What Illinois’ Healthcare Transaction Premerger Notification Law Does
Illinois’ statute requires premerger notification of “covered transactions” (as defined in the statute) between certain health care entities, like hospitals and provider groups. For those types of entities, the law is triggered when at least one of two conditions is met:
- All parties are Illinois-based.
- The transaction involves one or more out-of-state entities that generate, or will generate post-merger, $10 million or more in annual revenue from patients in Illinois.
Parties to qualifying transactions must notify the Illinois AG’s office at least 30 days ahead of the closing date or effective date of the transaction, and notification can be accomplished in one of three ways. First, if the transaction is large enough to necessitate an HSR filing to the DOJ and FTC, the parties must send the complete HSR filing to the Illinois AG’s office at the same time it is submitted to the federal agencies. Second, if the transaction is not HSR reportable, but it requires the parties to file a Change of Ownership with the Illinois Health Facilities and Services Review Board, the Board is now tasked with sending that form directly to the Illinois AG’s office. The parties need not separately submit the form or take any additional steps to comply. Finally, if the transaction is not HSR reportable and does not require a Change of Ownership submission, the parties can notify the Illinois AG’s office directly by filling out a form on the AG’s website, which asks for basic information about the transaction.
A Multi-State Trend
Illinois is not alone in passing laws like this one. California, Connecticut, Hawaii, Indiana, Massachusetts, Nevada, New Hampshire, New Mexico, Oregon, Rhode Island, and Washington have done the same, indicating increased state-level interest in antitrust enforcement.

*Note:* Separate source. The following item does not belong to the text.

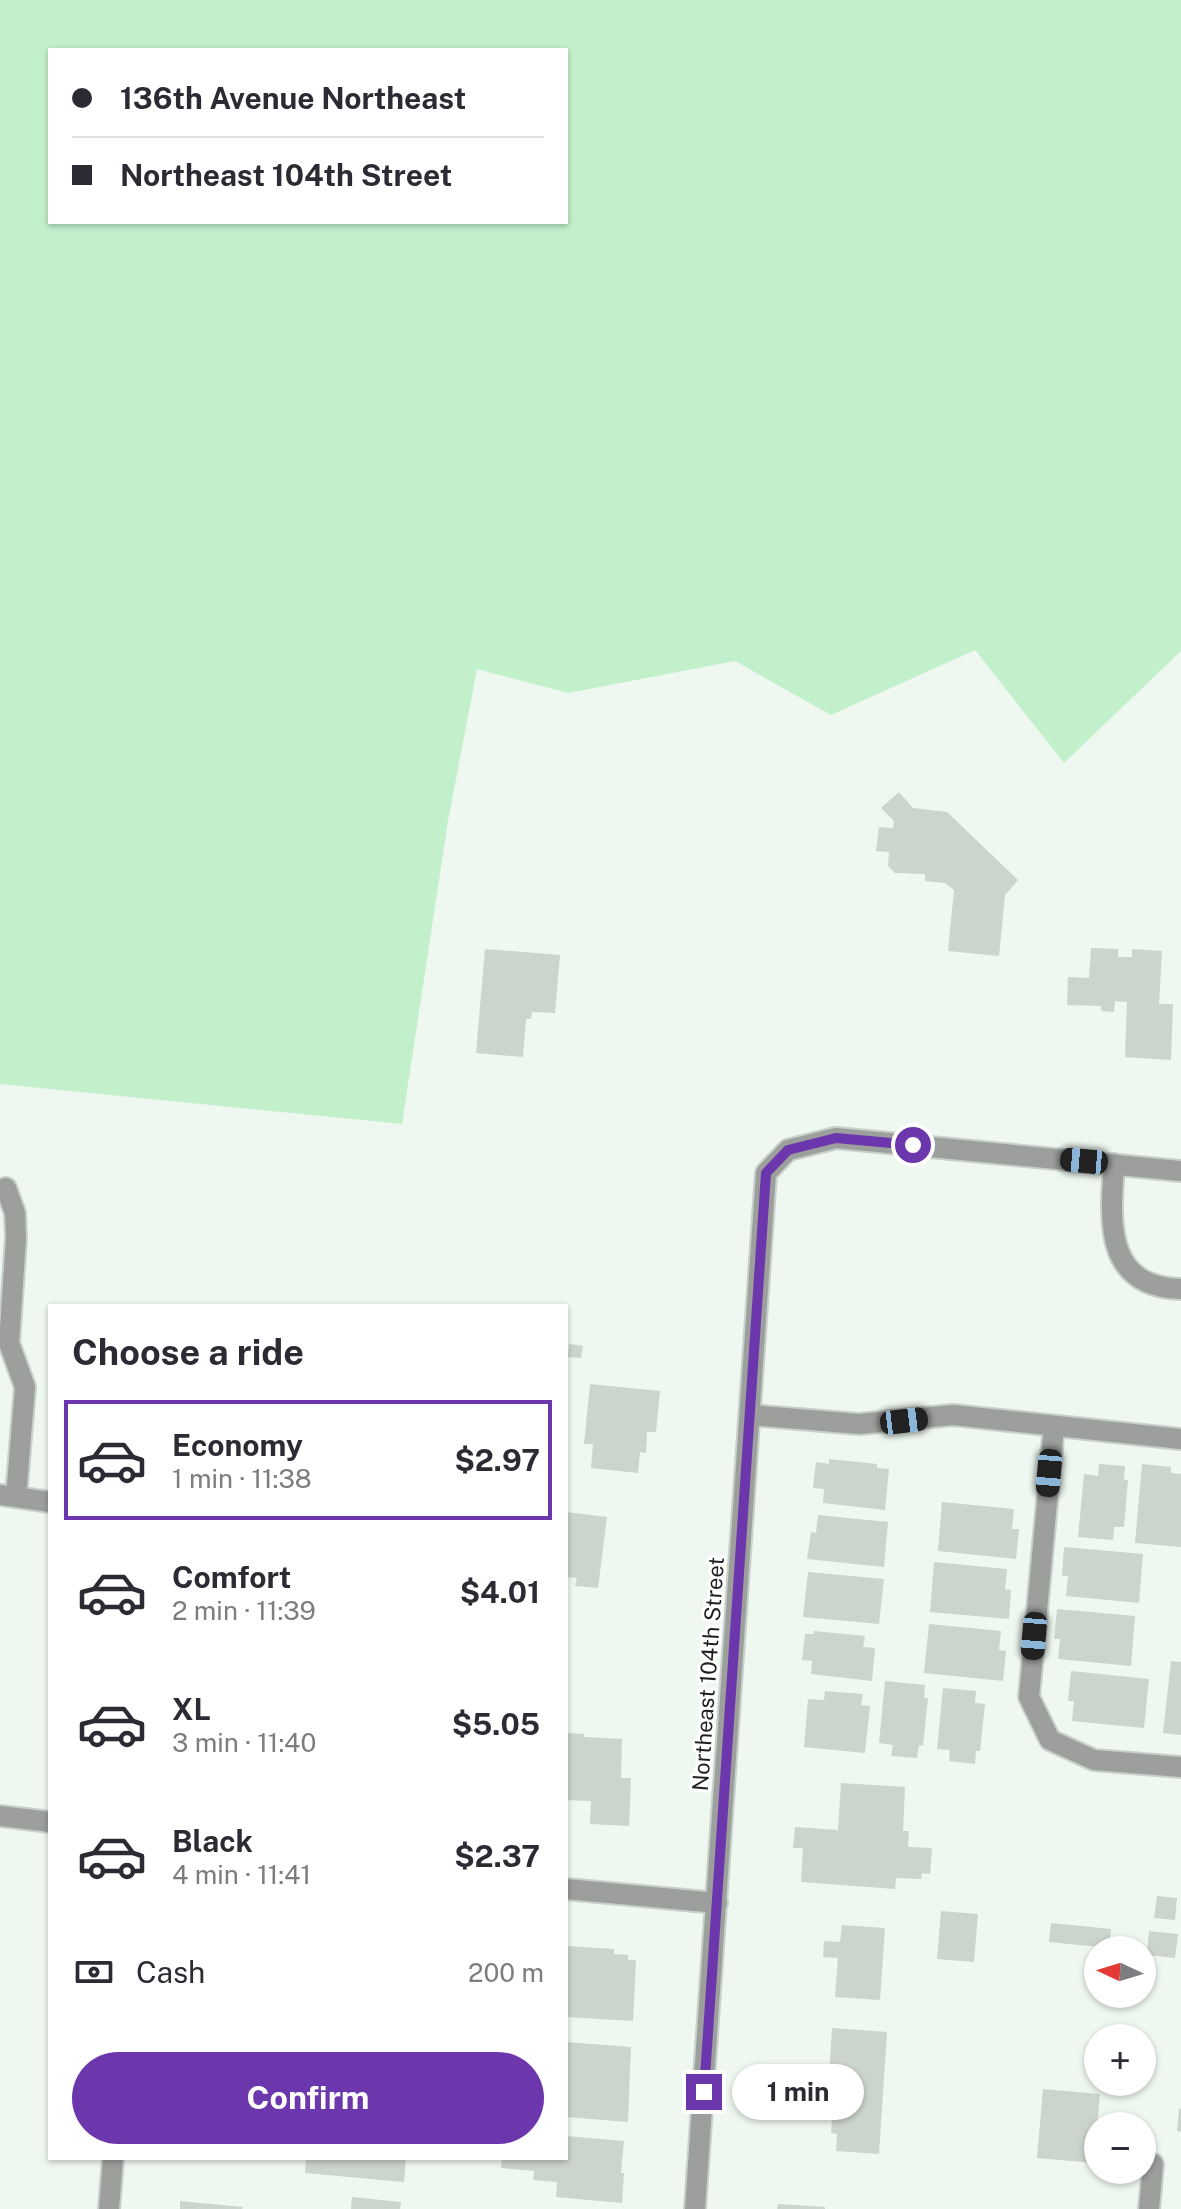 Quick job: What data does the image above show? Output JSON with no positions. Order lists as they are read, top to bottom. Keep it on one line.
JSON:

These state laws tend to target healthcare transactions, and they generally require that merging parties notify state agencies of their intentions and observe a waiting period before closing. Still, they vary considerably in other ways. The notification threshold in New York is $25 million in annual in-state revenue; in Washington, it’s $10 million. Timing mandates differ, too: Vermont companies must notify at least 90 days pre-closing, compared to 120 days in New Mexico and 60 days in Massachusetts. And then there are penalties: in Illinois, noncompliance costs companies $500 per day, compared to $1,000 per day in Nevada. There are no fines in states like Massachusetts, Indiana, and Hawaii, while authorities in Colorado can seek a temporary restraining order or injunction to punish noncompliant firms.
Government Overreach?
The state-level merger notification trend has spurred some criticism. Law firm client alerts warn companies about new, onerous notification requirements set to raise the costs of healthcare deals and extend deal timelines.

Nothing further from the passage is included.